_EXERCISE DESCRIPTION_
Pick every line out of the entries below that has the string "labels", and copy it.

:: EXTRACTED INFORMATION

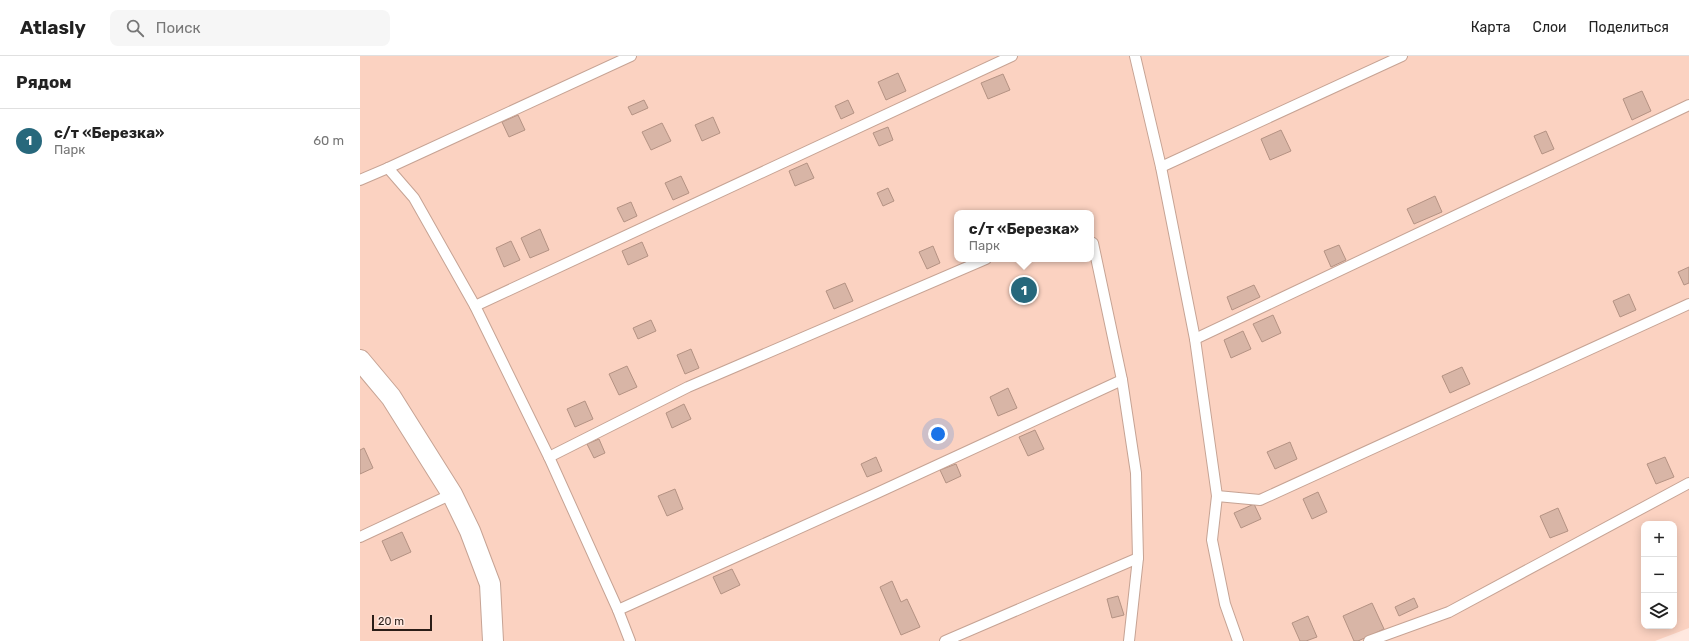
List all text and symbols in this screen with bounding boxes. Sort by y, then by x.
search box [110,10,390,46]
text: Atlasly [20,16,86,39]
icon: search [124,17,146,39]
text: Поиск [156,19,201,37]
text: Карта [1471,19,1511,36]
text: Слои [1533,19,1567,36]
text: Поделиться [1589,19,1669,36]
text: Рядом [16,72,72,92]
text: с/т «Березка» [54,124,164,142]
text: 1 [26,133,32,148]
text: 60 m [313,133,344,148]
text: Парк [54,142,85,157]
popup [954,210,1094,262]
text: с/т «Березка» [969,220,1079,238]
text: Парк [969,238,1000,253]
pin: 1 [1011,275,1037,305]
your location [928,424,948,444]
map controls [1641,521,1677,629]
button: + [1641,521,1677,557]
button: − [1641,557,1677,593]
button: layers [1641,593,1677,629]
scale bar [372,613,432,632]
text: 20 m [378,615,404,628]

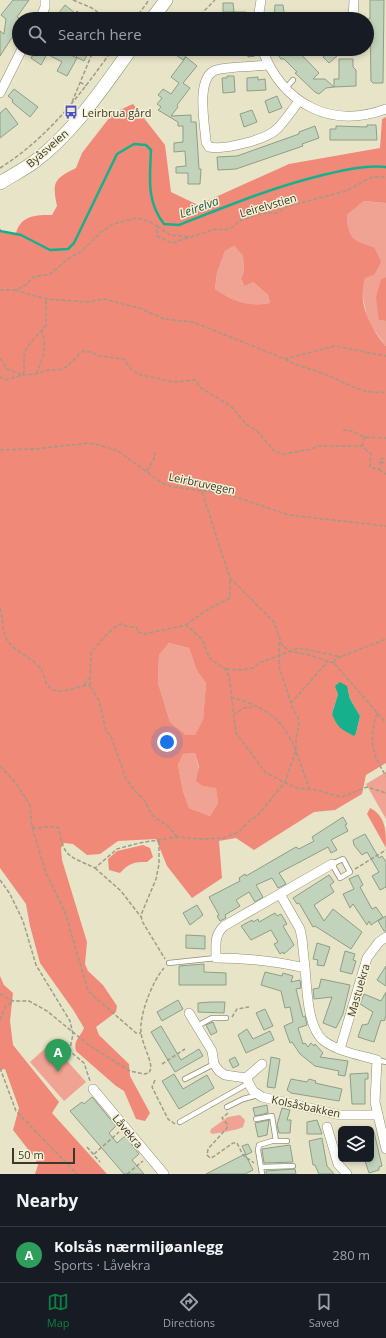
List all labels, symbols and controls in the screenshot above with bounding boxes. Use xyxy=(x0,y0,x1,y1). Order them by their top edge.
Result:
search box xyxy=(12,12,374,56)
icon: search xyxy=(26,23,48,45)
text: Search here xyxy=(58,24,142,44)
bus stop icon: Leirbrua gård xyxy=(63,104,79,120)
place label: Leirbrua gård xyxy=(82,105,151,120)
street label: Byåsveien xyxy=(23,125,71,171)
street label: Leirelvstien xyxy=(238,190,298,220)
water label: Leirelva xyxy=(177,192,221,222)
street label: Leirbruvegen xyxy=(167,469,237,497)
your location xyxy=(157,732,177,752)
street label: Mastuekra xyxy=(343,962,373,1018)
pin: A xyxy=(45,1039,71,1072)
street label: Kolsåsbakken xyxy=(270,1091,342,1121)
street label: Låvekra xyxy=(109,1111,147,1151)
map controls xyxy=(338,1126,374,1162)
button: layers xyxy=(338,1126,374,1162)
scale bar xyxy=(12,1146,75,1165)
text: 50 m xyxy=(18,1147,44,1162)
text: Nearby xyxy=(16,1189,78,1212)
text: Kolsås nærmiljøanlegg xyxy=(54,1236,223,1256)
text: A xyxy=(25,1246,33,1264)
text: 280 m xyxy=(332,1246,370,1264)
text: Sports · Låvekra xyxy=(54,1256,150,1274)
tab: Map xyxy=(47,1291,70,1330)
tab: Directions xyxy=(163,1291,215,1330)
tab: Saved xyxy=(309,1291,339,1330)

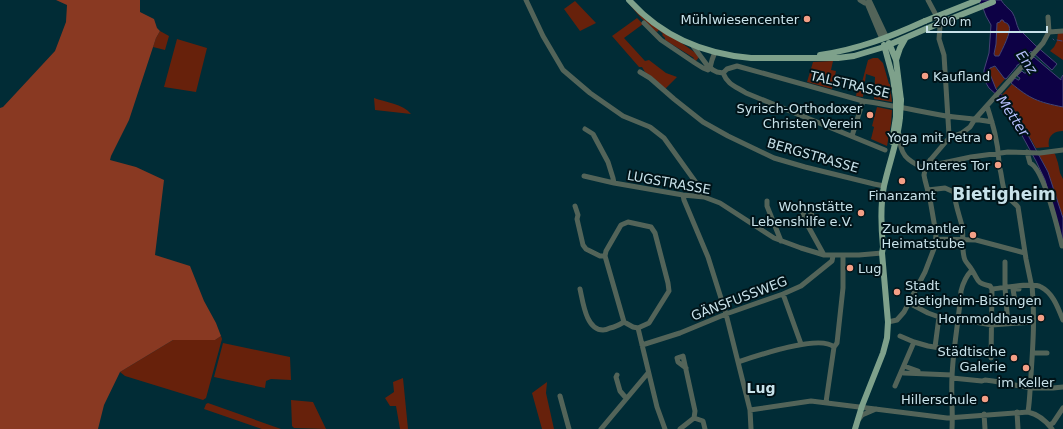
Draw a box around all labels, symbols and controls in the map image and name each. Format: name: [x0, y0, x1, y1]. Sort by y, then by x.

::::

_EXERCISE ANSWER_
List all labels, symbols and controls in the screenshot above with bounding boxes. Use xyxy=(x0,y0,x1,y1). Order them by their top edge.
Draw a box around all labels, symbols and controls in the map image and name each. Format: name: [x0, y0, x1, y1]. Sort by y, then by x.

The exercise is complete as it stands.